RECORDS PROVIDED:
[Start of section]
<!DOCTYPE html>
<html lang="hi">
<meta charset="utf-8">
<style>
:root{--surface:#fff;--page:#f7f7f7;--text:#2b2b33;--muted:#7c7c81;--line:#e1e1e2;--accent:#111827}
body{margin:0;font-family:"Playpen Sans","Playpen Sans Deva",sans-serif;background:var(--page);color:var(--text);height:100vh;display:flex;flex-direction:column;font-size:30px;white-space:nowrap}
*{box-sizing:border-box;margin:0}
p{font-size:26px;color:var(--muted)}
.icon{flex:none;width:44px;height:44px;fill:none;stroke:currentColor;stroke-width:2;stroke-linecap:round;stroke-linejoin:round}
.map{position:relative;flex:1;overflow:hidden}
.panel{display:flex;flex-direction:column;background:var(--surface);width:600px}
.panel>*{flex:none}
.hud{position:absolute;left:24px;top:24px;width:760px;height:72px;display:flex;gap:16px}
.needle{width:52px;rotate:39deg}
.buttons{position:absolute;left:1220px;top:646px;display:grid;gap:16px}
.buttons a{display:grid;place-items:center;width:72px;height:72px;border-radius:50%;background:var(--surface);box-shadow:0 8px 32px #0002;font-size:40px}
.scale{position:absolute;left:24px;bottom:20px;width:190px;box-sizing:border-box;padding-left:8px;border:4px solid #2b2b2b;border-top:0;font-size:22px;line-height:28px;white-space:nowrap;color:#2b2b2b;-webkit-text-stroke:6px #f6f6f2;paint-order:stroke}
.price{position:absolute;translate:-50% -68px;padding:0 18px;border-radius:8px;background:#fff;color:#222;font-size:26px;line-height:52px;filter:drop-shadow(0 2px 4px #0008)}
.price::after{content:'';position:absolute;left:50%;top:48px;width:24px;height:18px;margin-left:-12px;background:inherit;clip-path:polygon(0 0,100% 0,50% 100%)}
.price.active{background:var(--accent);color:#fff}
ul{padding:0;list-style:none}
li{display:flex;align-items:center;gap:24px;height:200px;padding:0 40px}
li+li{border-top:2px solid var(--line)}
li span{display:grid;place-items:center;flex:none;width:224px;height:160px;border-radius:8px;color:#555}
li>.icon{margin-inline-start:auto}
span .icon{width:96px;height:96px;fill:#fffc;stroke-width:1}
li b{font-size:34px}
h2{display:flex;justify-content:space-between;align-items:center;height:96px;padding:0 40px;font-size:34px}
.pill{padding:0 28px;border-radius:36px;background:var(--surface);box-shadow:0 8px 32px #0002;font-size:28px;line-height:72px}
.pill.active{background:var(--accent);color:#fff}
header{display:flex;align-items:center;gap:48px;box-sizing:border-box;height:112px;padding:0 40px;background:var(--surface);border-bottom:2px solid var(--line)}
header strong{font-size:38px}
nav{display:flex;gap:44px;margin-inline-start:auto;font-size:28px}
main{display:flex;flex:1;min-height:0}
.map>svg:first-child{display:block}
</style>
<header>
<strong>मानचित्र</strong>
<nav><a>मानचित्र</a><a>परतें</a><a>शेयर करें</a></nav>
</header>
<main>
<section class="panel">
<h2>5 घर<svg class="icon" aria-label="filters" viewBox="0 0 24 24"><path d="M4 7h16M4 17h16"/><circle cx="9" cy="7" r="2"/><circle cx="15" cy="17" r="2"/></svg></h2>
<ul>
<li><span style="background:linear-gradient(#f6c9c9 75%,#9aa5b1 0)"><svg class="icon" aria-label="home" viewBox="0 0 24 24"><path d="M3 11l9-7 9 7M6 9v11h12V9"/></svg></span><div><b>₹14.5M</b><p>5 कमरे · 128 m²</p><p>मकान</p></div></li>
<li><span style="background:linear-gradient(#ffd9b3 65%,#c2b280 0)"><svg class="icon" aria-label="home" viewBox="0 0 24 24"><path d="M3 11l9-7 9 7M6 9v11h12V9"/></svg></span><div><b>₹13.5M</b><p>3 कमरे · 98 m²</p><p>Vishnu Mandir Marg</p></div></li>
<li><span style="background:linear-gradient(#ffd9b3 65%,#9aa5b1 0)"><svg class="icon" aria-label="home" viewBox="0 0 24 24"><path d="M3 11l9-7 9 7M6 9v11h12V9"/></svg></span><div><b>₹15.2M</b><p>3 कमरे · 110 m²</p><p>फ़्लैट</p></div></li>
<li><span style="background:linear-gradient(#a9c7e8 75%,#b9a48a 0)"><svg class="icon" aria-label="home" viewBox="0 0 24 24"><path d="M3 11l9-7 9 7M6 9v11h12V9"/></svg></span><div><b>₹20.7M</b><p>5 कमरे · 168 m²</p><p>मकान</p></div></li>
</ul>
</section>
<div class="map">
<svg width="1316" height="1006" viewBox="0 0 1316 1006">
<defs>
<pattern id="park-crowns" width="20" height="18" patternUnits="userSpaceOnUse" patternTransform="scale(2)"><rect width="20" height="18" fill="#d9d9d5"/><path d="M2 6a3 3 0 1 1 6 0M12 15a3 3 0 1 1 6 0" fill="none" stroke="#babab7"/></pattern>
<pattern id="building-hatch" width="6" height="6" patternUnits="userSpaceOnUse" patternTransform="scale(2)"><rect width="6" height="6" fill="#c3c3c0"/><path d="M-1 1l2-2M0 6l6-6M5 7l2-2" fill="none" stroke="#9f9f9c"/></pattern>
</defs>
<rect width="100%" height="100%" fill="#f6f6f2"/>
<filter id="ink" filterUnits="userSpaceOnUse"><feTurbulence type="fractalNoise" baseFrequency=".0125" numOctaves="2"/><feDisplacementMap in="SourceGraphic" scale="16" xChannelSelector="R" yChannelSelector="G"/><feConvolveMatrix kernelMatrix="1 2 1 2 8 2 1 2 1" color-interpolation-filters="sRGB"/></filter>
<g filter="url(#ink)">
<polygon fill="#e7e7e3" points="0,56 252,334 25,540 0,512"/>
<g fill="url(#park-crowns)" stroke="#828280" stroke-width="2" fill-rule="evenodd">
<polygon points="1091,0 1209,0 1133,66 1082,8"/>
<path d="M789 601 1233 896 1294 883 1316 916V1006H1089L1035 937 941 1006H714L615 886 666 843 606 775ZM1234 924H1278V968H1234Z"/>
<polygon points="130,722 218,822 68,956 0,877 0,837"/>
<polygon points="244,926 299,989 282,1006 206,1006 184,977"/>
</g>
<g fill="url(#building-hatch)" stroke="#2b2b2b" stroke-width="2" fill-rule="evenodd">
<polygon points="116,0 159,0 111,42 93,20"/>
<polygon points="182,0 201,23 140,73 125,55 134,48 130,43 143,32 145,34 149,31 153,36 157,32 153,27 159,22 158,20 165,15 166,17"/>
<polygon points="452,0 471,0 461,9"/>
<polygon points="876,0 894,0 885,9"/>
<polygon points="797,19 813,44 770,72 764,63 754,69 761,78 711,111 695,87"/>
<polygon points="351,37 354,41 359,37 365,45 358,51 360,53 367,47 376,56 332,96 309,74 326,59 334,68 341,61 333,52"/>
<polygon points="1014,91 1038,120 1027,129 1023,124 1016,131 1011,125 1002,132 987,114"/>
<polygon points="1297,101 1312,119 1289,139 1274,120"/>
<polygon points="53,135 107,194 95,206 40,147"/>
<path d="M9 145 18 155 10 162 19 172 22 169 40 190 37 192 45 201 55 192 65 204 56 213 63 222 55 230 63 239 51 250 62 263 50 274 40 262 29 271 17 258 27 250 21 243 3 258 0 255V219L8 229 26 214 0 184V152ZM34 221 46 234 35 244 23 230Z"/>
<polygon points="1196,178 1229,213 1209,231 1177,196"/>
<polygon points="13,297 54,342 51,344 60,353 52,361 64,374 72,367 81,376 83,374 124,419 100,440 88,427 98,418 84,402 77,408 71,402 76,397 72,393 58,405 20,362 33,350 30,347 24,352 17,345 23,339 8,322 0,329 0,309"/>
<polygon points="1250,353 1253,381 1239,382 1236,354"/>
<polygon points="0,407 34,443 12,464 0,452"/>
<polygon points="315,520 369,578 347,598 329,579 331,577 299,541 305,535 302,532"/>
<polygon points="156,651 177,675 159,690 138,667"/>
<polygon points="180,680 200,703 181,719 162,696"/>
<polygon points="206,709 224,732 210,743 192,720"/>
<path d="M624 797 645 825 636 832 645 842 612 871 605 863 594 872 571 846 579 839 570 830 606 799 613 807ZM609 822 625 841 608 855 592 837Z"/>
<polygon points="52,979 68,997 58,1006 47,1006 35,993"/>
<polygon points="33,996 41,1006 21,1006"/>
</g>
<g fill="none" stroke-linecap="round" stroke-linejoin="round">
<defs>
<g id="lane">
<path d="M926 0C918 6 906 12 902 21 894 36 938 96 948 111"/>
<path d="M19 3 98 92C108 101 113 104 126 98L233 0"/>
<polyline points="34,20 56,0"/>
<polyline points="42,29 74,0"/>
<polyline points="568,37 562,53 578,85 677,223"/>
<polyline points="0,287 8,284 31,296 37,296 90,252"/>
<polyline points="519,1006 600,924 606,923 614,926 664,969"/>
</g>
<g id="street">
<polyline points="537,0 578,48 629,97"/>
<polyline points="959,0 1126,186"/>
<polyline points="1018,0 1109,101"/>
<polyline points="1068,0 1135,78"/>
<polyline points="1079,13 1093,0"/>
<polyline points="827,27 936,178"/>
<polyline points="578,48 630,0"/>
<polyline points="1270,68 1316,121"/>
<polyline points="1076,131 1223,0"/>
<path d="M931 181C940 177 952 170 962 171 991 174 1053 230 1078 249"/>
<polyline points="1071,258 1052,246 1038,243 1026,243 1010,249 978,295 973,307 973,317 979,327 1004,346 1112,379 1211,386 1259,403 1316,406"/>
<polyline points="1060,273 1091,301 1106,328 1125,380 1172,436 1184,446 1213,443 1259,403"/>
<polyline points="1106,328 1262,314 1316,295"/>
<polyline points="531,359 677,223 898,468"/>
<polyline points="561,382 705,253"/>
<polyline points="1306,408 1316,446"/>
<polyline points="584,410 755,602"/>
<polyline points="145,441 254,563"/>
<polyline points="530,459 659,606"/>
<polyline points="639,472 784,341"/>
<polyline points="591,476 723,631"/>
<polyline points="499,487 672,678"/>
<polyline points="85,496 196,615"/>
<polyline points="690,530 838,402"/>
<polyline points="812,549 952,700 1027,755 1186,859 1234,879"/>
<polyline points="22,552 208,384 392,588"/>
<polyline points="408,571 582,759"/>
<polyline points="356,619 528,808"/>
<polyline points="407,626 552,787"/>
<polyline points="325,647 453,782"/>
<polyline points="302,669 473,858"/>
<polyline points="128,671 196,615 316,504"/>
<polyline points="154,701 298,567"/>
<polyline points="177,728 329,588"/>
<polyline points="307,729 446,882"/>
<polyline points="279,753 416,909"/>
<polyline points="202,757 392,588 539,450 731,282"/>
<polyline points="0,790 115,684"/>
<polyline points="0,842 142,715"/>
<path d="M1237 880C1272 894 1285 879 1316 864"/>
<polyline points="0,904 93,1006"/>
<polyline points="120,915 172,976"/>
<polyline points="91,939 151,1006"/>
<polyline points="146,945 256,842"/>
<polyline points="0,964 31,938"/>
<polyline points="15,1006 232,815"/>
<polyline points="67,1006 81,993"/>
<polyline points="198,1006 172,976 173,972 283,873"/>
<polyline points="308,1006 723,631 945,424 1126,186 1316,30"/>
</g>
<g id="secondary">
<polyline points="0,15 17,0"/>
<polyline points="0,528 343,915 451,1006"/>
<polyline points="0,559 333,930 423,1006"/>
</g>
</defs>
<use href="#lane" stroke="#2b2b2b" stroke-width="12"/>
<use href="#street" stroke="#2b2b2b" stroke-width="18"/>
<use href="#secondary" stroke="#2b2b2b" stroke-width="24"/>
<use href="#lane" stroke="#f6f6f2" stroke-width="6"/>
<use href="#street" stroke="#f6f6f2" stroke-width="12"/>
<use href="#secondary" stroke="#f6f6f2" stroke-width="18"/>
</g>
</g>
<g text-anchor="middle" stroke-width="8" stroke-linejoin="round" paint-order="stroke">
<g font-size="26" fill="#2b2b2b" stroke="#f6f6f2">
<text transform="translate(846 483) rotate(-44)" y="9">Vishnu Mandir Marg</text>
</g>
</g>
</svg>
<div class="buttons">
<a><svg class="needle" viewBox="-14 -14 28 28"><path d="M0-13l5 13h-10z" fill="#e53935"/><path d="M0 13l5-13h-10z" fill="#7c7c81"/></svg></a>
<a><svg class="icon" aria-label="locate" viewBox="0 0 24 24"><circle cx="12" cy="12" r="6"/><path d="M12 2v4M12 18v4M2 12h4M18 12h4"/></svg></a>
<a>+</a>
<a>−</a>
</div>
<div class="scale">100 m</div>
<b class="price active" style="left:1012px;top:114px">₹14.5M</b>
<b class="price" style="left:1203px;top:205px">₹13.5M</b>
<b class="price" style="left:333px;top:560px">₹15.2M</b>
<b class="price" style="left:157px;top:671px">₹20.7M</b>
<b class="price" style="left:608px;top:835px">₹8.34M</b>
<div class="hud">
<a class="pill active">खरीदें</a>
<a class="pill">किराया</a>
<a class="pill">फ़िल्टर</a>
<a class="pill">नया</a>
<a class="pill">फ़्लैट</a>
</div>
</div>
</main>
[End of section]
Copy from the entries only those lines that hold the word "auto".

li>.icon{margin-inline-start:auto}
nav{display:flex;gap:44px;margin-inline-start:auto;font-size:28px}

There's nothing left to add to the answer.